» **Your assignment**:
Isolate every line in the data with the string "service" and copy it.

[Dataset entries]
* * * *
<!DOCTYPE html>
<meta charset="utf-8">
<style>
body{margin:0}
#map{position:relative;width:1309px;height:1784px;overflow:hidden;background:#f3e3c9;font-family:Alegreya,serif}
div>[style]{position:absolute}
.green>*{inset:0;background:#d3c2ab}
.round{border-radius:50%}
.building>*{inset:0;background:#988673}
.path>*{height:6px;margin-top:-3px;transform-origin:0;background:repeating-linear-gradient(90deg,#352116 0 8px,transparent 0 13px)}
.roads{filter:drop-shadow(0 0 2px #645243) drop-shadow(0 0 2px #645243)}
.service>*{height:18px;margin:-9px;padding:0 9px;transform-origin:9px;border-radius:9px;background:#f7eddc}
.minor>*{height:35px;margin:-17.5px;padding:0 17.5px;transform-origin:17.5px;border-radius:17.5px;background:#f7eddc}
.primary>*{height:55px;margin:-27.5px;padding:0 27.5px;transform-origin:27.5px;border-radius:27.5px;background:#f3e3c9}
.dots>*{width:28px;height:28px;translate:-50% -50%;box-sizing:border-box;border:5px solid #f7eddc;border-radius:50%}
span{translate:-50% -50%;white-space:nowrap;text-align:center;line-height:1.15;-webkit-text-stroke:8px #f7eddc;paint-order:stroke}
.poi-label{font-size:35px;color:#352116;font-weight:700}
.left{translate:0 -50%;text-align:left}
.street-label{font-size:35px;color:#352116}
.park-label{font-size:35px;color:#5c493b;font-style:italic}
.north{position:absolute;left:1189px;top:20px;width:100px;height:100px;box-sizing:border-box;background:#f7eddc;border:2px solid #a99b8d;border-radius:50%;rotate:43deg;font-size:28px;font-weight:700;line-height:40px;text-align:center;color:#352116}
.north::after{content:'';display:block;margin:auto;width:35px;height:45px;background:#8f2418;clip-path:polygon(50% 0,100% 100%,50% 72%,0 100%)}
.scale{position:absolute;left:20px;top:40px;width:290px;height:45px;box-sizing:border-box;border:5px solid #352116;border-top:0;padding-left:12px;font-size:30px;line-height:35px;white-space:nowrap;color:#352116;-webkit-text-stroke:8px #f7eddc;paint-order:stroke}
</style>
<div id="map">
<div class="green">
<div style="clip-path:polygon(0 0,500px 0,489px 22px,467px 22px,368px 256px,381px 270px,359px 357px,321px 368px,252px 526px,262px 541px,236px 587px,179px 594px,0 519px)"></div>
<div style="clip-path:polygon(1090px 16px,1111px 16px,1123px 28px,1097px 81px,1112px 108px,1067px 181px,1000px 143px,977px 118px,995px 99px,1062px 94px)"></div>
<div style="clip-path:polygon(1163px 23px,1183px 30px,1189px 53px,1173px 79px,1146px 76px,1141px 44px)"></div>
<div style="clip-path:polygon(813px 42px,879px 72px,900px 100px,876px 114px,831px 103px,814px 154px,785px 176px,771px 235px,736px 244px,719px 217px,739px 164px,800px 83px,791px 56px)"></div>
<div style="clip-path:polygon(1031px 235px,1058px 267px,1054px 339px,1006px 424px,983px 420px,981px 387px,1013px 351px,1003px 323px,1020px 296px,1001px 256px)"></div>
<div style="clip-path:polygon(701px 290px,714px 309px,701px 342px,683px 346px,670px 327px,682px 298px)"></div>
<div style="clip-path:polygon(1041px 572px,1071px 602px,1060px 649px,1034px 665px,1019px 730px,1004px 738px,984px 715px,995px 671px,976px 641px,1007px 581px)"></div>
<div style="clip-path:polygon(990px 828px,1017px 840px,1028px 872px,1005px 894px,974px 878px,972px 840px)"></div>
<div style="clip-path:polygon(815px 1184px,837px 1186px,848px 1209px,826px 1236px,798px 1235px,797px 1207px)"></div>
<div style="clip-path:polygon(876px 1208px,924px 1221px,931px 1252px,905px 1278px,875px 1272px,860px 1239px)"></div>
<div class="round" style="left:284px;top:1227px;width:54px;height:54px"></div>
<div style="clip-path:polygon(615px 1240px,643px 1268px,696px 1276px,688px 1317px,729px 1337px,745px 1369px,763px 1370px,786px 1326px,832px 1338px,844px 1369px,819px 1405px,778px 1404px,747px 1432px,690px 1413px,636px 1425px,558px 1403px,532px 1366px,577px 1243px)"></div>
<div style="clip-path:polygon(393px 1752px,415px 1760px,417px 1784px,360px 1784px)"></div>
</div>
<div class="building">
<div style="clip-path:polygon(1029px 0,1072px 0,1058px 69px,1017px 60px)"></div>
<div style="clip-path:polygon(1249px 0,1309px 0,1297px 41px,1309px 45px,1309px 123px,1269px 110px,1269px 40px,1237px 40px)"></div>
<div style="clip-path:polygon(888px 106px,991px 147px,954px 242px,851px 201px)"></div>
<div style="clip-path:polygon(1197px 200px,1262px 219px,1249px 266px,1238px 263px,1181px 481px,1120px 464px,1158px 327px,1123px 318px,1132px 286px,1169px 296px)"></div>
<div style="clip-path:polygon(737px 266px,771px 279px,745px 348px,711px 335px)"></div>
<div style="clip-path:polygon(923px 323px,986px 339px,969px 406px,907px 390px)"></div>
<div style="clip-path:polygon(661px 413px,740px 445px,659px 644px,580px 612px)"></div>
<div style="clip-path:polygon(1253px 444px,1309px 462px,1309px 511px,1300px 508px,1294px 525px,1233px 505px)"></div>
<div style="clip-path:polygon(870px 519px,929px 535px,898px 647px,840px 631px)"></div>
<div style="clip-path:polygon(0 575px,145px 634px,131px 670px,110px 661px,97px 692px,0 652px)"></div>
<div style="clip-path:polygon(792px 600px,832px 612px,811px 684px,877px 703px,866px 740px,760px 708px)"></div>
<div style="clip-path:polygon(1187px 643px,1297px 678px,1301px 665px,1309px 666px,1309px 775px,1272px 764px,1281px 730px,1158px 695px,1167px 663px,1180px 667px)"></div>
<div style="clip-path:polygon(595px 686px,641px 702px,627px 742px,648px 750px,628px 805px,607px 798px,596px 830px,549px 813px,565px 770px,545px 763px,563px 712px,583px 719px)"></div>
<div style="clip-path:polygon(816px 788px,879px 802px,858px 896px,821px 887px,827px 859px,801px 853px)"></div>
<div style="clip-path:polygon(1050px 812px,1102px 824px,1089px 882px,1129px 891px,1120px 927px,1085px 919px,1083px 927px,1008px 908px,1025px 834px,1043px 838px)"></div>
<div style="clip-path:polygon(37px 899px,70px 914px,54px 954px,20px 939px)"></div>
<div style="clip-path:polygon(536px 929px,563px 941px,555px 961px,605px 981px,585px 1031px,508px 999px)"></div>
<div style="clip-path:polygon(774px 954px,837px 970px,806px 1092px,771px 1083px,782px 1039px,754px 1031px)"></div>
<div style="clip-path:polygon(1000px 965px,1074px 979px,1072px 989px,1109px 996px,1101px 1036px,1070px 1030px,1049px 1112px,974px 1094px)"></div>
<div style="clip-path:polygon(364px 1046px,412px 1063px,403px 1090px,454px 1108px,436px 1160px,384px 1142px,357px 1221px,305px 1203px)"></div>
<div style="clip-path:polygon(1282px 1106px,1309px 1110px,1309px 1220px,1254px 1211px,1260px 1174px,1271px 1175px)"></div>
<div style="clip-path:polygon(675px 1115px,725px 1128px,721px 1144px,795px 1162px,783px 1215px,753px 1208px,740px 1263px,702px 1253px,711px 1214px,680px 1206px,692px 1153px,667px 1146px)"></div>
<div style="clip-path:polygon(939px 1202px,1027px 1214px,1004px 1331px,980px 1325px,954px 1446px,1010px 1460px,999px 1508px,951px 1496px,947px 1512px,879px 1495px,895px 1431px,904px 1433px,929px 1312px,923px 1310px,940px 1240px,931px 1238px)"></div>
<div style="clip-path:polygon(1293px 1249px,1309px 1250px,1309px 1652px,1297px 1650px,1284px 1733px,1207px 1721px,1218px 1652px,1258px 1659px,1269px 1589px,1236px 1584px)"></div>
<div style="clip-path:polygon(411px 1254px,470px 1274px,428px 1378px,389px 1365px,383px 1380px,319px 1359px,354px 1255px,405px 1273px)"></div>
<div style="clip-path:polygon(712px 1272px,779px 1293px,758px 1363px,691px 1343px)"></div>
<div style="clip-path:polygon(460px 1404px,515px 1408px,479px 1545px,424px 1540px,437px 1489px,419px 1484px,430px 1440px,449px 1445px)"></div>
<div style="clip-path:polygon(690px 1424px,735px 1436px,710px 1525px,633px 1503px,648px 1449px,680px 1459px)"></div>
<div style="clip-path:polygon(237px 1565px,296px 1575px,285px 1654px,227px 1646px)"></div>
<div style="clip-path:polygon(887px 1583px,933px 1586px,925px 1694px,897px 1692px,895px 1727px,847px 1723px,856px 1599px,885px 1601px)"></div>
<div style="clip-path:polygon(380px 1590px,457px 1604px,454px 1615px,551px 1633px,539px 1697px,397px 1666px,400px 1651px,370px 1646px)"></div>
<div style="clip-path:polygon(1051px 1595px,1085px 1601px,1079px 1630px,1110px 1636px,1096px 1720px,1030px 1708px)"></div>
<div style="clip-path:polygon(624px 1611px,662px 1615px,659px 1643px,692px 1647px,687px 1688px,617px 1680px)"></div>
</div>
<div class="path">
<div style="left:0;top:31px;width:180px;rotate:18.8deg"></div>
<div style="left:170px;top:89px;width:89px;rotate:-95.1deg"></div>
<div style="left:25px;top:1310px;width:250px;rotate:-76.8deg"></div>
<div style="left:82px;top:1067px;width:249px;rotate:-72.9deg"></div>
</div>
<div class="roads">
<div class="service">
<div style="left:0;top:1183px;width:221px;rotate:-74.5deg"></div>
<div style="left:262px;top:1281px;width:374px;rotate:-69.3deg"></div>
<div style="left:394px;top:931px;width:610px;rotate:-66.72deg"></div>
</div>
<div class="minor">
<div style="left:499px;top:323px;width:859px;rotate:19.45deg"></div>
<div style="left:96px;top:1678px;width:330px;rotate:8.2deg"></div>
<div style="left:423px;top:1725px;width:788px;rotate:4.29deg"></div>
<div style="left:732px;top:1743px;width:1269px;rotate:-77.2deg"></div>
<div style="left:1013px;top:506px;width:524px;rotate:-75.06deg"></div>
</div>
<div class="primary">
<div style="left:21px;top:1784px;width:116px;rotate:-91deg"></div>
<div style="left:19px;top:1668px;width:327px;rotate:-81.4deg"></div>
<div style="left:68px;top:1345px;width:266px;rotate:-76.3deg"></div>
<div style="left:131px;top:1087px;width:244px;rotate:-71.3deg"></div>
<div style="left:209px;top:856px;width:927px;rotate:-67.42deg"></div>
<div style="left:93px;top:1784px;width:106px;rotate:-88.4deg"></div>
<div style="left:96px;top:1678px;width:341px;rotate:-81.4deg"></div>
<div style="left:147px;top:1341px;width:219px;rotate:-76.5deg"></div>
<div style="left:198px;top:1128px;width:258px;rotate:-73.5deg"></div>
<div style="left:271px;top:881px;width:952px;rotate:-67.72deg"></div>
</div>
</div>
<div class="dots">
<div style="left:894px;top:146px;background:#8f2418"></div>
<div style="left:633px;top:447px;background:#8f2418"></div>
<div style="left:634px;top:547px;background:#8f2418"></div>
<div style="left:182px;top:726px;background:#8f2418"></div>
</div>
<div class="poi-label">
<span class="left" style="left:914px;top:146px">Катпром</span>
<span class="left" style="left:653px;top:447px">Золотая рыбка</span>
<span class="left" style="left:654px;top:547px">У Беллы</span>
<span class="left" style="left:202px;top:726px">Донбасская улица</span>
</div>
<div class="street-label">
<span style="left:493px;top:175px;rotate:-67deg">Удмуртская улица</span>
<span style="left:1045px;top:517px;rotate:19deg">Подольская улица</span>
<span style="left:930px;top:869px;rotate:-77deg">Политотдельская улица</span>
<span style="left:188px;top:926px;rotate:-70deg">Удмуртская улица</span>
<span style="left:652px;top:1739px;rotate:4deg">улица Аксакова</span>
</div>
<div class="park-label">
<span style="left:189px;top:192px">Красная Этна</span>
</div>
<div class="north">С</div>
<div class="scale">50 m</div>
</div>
* * * *
» **Solution below**:
.service>*{height:18px;margin:-9px;padding:0 9px;transform-origin:9px;border-radius:9px;background:#f7eddc}
<div class="service">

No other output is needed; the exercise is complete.